Excerpted from Rabbi Hillel Goldberg’s Countdown to Shabbos: Bringing the Week into Shabbos, Bringing Shabbos into the Week 

Shabbos as ONE

Just as we are commanded to put Shabbos at the center of our lives, we are also commanded to work for six days. This is a both a religious and a logical prerequisite for experiencing Shabbos as it is meant to be. Unemployment, laziness, or a lack of satisfaction at work is not the preferred way to come into Shabbos. (I explore this in Chapter Six.) Even so, something more than six days of work are available in advance of Shabbos. This emerges from a Talmudic debate between Shammai and Hillel (Beitzah 16a).

If Shammai the Elder came across a delicacy early in the week, he would set it aside for Shabbos. If, later in the week, he would come across an even nicer delicacy, he would set it aside, and eat the first item. Thus, he considered his weekday meals to be in honor of Shabbos. Hillel the Elder would eat whatever came into his hands, confident that he would find a fitting delicacy for Shabbos at the end of the week.

Shammai was thinking of Shabbos all week long, while Hillel was “laid back.” Ostensibly, Shammai and Hillel differed. Not really, I would argue. Both Shammai and Hillel lived without modern techniques of farming or food distribution, without grocery stores brimming with every imaginable, delicacy, spice, treat, and dessert, and without liquor stores. It was necessary to set aside a delicacy for Shabbos as soon as possible (per Shammai), or it was advisable to trust in God that He would provide it just before Shabbos (per Hillel).
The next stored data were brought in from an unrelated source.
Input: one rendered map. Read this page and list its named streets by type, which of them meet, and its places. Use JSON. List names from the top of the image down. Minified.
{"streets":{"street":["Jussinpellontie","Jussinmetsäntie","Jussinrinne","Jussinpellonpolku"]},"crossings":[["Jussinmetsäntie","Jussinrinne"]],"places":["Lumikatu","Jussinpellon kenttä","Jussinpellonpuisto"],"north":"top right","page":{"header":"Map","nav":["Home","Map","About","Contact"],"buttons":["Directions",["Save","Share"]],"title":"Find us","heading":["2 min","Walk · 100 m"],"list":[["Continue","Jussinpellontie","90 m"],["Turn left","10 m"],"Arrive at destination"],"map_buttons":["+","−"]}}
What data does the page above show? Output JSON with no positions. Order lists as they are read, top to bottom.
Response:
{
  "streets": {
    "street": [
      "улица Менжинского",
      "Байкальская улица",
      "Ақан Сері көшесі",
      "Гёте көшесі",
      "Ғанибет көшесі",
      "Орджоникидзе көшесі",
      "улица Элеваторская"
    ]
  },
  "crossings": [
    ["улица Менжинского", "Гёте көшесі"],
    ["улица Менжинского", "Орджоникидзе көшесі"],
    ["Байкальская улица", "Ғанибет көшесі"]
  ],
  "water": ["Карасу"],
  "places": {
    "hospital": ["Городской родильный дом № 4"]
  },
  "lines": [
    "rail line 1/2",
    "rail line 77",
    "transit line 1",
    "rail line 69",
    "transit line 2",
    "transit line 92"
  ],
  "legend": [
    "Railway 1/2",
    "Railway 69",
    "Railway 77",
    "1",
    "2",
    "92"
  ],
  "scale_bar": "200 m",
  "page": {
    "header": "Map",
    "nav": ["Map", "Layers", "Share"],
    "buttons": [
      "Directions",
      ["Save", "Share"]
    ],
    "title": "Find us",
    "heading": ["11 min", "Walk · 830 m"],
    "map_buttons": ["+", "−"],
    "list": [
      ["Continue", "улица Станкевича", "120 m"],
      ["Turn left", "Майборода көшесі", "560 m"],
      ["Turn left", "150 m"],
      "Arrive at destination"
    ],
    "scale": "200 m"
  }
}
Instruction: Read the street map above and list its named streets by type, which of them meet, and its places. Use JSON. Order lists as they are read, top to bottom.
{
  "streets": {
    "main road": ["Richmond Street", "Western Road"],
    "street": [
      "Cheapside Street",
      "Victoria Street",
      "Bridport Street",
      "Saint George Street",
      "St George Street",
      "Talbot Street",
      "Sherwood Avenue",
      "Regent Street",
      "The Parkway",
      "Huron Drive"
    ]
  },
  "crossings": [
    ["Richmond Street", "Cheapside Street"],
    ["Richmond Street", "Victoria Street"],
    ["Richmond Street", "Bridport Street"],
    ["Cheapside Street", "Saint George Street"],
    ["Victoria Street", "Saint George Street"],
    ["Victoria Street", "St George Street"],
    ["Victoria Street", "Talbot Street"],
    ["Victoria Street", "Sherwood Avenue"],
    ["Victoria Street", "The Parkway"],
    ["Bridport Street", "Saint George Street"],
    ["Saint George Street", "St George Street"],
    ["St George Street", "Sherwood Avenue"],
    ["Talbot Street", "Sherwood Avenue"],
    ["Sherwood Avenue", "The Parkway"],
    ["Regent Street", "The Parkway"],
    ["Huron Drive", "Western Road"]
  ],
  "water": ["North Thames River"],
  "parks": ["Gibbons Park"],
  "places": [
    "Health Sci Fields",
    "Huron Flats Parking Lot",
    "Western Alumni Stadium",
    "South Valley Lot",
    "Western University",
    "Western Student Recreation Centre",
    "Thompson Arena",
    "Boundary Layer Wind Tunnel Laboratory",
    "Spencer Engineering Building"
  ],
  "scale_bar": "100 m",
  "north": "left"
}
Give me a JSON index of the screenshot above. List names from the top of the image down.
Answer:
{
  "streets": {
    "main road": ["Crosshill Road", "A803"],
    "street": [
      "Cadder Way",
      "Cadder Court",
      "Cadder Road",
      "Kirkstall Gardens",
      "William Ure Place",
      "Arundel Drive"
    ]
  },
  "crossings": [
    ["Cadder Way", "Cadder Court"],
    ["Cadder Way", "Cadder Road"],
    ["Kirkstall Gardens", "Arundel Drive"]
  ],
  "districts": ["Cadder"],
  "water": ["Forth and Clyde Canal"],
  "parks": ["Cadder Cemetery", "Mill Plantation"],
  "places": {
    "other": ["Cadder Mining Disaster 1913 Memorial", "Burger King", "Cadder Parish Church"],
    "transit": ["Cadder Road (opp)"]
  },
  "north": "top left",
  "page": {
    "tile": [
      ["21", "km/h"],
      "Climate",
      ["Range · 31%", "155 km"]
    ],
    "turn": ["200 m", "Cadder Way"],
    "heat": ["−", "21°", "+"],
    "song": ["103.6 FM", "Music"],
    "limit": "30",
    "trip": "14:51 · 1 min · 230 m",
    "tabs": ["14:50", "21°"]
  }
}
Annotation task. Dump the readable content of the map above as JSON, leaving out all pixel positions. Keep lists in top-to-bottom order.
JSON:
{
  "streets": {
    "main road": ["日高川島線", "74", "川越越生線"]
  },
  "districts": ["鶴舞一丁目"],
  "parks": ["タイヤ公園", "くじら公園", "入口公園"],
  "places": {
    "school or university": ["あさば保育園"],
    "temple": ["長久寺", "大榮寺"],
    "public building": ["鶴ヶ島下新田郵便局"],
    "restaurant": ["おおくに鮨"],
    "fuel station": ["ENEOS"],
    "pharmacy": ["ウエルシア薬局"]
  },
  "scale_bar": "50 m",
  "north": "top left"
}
Neither condition applies today. Any imaginable treat for Shabbos is available any time, virtually anywhere in the Western world, at a price affordable to virtually everyone. We cannot say with certainty how Shammai or Hillel would respond to our conditions of plenty. We can say that these conditions complicate the effort to make Shabbos special, but also enable us to see the common ground between Shammai and Hillel. Both were saying: Focus on Shabbos. Whether one needs to exploit the earliest opportunity to make certain that Shabbos will be special, or whether one can trustingly wait until the end of the week—either way, focus on Shabbos.

When one does not wake up to Shabbos at the last moment, the easier it is to put the week away and settle into Shabbos. The more the mental anticipation of Shabbos, the less likely one will speak about upsetting matters on Shabbos (Chapter Four) or find the holy day stale (the at-risk teen’s complaint). The more one focuses on Shabbos during the week, the more grateful one is when it arrives.

The closer to the Shechinah one becomes.

The greater the glimmer of truth one sees.

 

And . . . the holiness of Shabbos can be extended. The melaveh malkah, the (not necessarily large) meal after Shabbos on Saturday evening, eaten to two lit candles, breaks what would otherwise be a black-and-white, abrupt departure of the Shabbos Shechinah with the recitation of Havdalah. Candles not only at the onset of Shabbos but at the close of Shabbos, fine food not only on Shabbos but after Shabbos, can extend Shabbos into the week.

Shabbos is an end unto itself. It is not a rest stop for the sake of recovering one’s energy for the coming week. Shabbos is a time to be; not a time to act or plan. Even so, Shabbos has a positive effect on the coming week. Shabbos refreshes. In removing one from daily demands and duties, Shabbos restores perspective and reignites commitment. Paradoxically, this is so only if one shuts out the week on Shabbos and allows its blessings to envelop one totally. When Shabbos is for Shabbos, and only for Shabbos, only then does it prepare the mind to take on the challenges in the week ahead. It’s a paradox.

And so, Shabbos is more than one day a week. It is a circle, even beyond the extension of Shabbos into the week via the melaveh malkah. For six days, one can taste the coming Shabbos. As Joseph Lieberman put it, “I have always been able to work harder on the six days knowing that the seventh day of rest is coming.”

May I wish you a “Good Shabbos”. . . and, a “Gut Voch,” a good week, too.

They can go together.

As . . .

One.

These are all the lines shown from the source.